*Directions for this task*
Which lines of the records contain the word "image"? Copy each one.

===== Data for processing =====

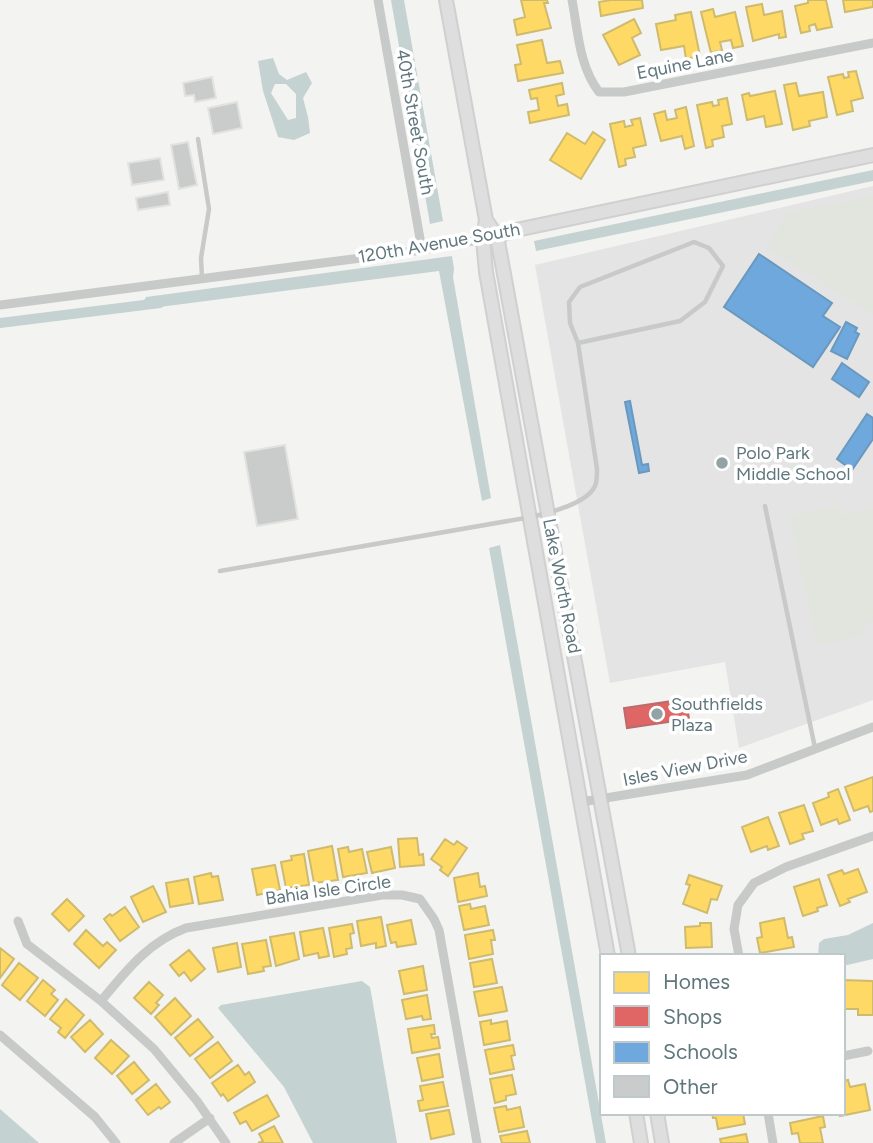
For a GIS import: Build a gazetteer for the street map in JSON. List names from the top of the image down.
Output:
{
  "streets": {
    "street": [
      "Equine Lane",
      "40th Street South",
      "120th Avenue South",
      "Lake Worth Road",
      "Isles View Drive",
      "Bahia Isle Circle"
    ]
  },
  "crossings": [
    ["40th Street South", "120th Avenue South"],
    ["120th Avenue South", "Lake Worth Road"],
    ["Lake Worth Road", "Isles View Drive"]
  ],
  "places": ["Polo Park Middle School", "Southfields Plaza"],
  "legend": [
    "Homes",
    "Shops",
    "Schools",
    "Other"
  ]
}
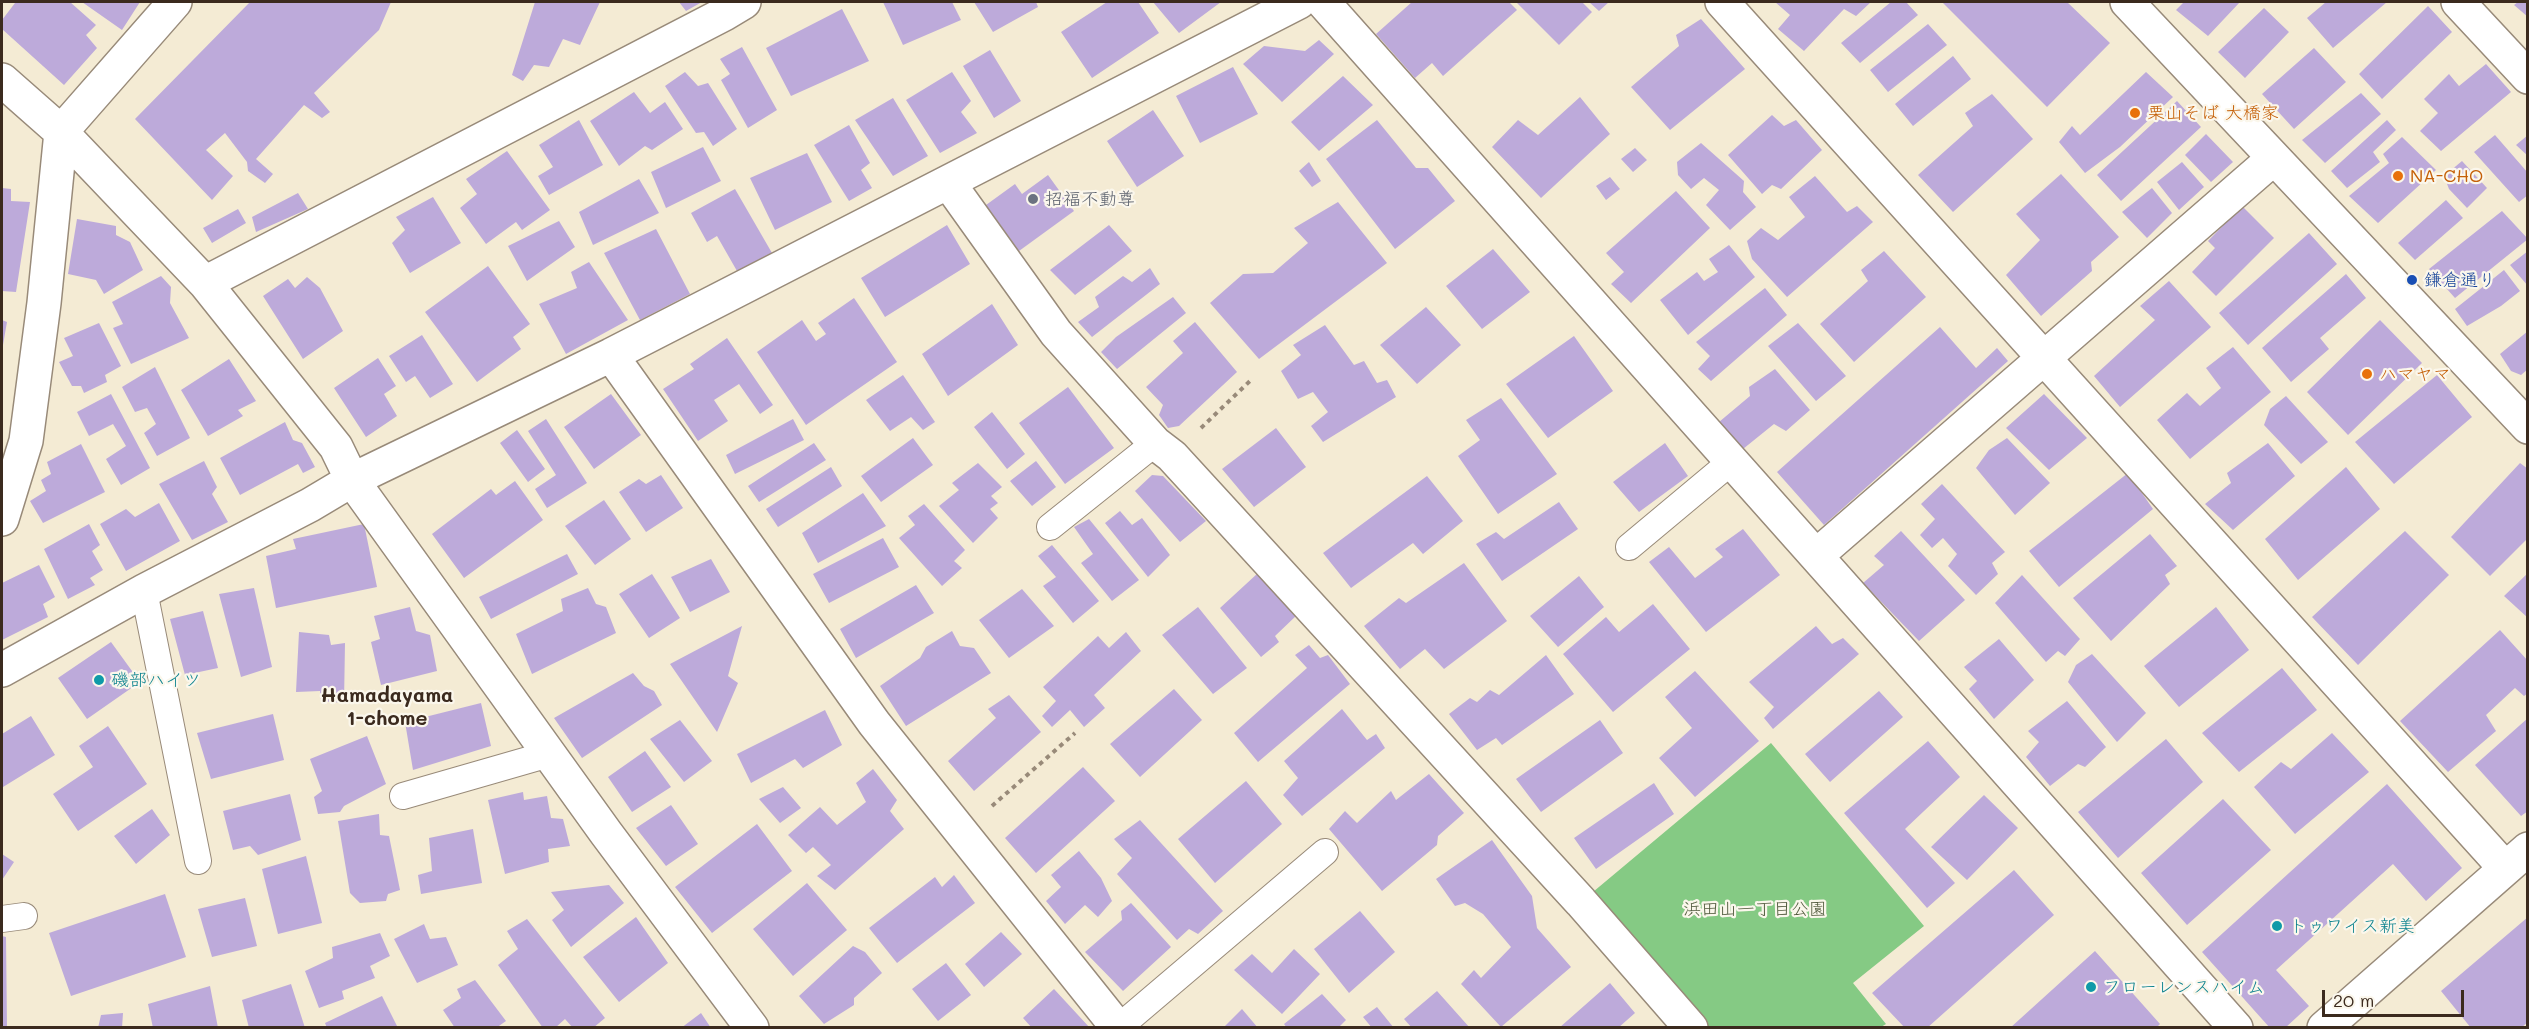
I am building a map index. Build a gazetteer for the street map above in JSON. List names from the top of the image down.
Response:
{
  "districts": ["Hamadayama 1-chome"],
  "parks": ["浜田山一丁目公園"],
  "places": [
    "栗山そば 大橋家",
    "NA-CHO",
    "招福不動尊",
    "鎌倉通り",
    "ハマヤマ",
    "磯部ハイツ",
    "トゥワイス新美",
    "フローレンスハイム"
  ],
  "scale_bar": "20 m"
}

=====
===== Data for processing =====

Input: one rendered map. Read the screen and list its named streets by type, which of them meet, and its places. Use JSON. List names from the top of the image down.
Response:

=====
===== Data for processing =====

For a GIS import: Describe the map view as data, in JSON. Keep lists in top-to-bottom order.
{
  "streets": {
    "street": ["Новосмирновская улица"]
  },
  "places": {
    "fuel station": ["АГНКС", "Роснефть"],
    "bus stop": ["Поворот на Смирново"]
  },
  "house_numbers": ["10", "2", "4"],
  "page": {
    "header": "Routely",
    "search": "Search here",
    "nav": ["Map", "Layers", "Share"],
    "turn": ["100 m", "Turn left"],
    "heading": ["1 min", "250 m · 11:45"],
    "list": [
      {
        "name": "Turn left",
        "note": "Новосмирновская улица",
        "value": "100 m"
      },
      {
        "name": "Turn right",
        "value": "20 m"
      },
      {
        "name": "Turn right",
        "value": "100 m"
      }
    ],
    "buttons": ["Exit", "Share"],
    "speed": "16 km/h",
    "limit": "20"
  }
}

=====

*Task output*
For a GIS import: Build a gazetteer for the street map in JSON. List names from the top of the image down.
I am building a map index. Build a gazetteer for the street map above in JSON. List names from the top of the image down.
Input: one rendered map. Read the screen and list its named streets by type, which of them meet, and its places. Use JSON. List names from the top of the image down.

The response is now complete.